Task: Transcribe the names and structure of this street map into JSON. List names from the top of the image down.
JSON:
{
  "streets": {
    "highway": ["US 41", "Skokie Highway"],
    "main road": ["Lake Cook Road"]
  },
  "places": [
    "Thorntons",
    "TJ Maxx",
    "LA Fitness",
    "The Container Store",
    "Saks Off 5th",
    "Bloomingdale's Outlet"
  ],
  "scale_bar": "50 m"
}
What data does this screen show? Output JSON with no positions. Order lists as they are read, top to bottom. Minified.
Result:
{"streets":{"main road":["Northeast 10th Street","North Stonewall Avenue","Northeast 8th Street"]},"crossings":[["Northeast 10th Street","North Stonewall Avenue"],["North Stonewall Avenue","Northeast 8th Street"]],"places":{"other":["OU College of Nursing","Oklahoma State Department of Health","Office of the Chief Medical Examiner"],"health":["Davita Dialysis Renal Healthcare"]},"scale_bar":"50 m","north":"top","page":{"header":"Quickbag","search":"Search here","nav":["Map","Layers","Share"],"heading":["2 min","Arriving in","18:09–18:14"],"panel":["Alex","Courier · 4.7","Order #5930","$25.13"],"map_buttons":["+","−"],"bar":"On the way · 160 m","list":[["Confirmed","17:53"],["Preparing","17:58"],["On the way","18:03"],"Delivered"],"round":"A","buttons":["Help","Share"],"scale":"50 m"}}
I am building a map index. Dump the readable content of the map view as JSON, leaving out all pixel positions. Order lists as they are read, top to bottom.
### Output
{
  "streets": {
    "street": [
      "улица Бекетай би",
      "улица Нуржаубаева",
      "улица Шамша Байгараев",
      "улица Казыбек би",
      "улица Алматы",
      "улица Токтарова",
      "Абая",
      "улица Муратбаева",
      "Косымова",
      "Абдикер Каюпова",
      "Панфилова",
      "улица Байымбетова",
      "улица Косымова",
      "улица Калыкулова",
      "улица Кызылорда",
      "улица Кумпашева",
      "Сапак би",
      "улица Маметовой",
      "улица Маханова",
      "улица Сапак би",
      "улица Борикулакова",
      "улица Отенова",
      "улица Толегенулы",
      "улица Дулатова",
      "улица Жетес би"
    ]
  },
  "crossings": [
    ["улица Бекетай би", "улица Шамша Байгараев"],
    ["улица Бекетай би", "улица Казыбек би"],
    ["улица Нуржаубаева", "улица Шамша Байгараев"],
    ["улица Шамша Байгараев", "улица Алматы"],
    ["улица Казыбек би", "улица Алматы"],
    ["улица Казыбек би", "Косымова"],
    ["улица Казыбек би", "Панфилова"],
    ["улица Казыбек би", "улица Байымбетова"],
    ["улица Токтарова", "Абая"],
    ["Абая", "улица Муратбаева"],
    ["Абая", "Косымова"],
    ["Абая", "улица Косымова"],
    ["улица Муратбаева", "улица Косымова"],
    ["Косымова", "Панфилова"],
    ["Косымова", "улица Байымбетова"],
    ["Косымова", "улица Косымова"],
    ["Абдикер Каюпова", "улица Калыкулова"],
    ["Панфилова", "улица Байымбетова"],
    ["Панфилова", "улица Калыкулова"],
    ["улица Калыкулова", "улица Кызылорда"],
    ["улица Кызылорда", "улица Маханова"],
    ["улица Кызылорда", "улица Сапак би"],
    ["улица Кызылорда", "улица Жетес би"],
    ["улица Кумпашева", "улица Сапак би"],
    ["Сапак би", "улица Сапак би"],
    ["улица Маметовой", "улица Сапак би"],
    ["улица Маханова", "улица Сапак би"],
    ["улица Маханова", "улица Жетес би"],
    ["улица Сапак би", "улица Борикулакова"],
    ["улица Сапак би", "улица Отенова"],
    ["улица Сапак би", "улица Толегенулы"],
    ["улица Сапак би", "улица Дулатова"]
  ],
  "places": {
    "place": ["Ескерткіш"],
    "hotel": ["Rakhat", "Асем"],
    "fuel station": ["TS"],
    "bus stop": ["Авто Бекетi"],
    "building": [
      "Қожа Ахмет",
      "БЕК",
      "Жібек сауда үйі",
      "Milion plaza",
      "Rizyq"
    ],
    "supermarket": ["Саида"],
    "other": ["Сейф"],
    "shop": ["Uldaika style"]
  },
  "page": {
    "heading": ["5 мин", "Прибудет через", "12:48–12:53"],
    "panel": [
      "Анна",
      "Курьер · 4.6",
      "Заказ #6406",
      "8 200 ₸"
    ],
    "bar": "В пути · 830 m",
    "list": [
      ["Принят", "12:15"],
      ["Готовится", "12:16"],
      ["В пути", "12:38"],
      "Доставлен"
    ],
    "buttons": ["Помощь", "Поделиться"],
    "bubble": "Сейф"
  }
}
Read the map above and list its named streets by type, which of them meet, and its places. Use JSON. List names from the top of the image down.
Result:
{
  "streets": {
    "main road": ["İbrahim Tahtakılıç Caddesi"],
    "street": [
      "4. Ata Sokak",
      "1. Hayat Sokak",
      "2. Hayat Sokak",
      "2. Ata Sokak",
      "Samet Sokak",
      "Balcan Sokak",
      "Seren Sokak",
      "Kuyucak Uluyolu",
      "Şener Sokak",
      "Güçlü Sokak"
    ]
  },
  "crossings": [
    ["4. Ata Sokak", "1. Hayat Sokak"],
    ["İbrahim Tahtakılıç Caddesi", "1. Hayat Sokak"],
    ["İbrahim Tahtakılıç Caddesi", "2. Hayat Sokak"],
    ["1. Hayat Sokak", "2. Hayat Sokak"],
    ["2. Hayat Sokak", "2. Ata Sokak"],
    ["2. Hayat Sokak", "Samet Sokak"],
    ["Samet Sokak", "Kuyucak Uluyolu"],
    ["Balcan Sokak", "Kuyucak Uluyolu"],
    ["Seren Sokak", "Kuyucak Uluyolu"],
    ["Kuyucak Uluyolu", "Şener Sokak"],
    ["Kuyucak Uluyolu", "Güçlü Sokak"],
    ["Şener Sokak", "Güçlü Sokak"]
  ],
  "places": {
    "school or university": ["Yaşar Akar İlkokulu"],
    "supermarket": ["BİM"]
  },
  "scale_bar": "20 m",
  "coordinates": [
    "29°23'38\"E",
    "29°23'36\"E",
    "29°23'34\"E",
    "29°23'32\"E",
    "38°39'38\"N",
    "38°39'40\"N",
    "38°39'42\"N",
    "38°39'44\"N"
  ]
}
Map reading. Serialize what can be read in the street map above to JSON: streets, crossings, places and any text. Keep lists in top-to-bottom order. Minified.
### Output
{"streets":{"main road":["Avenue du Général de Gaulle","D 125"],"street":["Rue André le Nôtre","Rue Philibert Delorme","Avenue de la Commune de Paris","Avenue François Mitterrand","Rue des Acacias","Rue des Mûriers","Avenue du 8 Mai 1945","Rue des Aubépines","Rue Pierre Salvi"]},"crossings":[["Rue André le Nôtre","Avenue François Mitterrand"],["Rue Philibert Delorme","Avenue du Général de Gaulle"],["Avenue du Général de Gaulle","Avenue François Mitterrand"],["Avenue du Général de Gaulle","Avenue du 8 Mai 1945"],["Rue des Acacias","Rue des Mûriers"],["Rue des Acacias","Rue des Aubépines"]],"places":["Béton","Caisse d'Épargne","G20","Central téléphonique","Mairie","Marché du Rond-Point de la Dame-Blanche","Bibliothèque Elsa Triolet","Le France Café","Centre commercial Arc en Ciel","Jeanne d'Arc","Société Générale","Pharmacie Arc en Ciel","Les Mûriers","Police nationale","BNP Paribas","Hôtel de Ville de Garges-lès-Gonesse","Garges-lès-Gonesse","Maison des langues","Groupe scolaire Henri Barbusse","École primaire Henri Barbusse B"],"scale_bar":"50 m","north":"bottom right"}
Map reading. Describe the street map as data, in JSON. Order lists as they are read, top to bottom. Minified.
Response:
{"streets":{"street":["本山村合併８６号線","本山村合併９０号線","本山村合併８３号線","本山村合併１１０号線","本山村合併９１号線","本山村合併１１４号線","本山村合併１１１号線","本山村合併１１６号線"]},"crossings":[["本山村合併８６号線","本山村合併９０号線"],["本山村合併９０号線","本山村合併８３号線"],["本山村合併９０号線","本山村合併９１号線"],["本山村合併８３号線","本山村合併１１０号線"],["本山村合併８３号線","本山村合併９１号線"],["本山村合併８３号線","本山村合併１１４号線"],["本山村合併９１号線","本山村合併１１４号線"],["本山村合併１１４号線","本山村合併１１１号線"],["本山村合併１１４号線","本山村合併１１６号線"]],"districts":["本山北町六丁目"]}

:: Your assignment ::
Each line in the material with "Tahtakılıç" in it must be reported.

:: Answer for this exercise ::
    "main road": ["İbrahim Tahtakılıç Caddesi"],
    ["İbrahim Tahtakılıç Caddesi", "1. Hayat Sokak"],
    ["İbrahim Tahtakılıç Caddesi", "2. Hayat Sokak"],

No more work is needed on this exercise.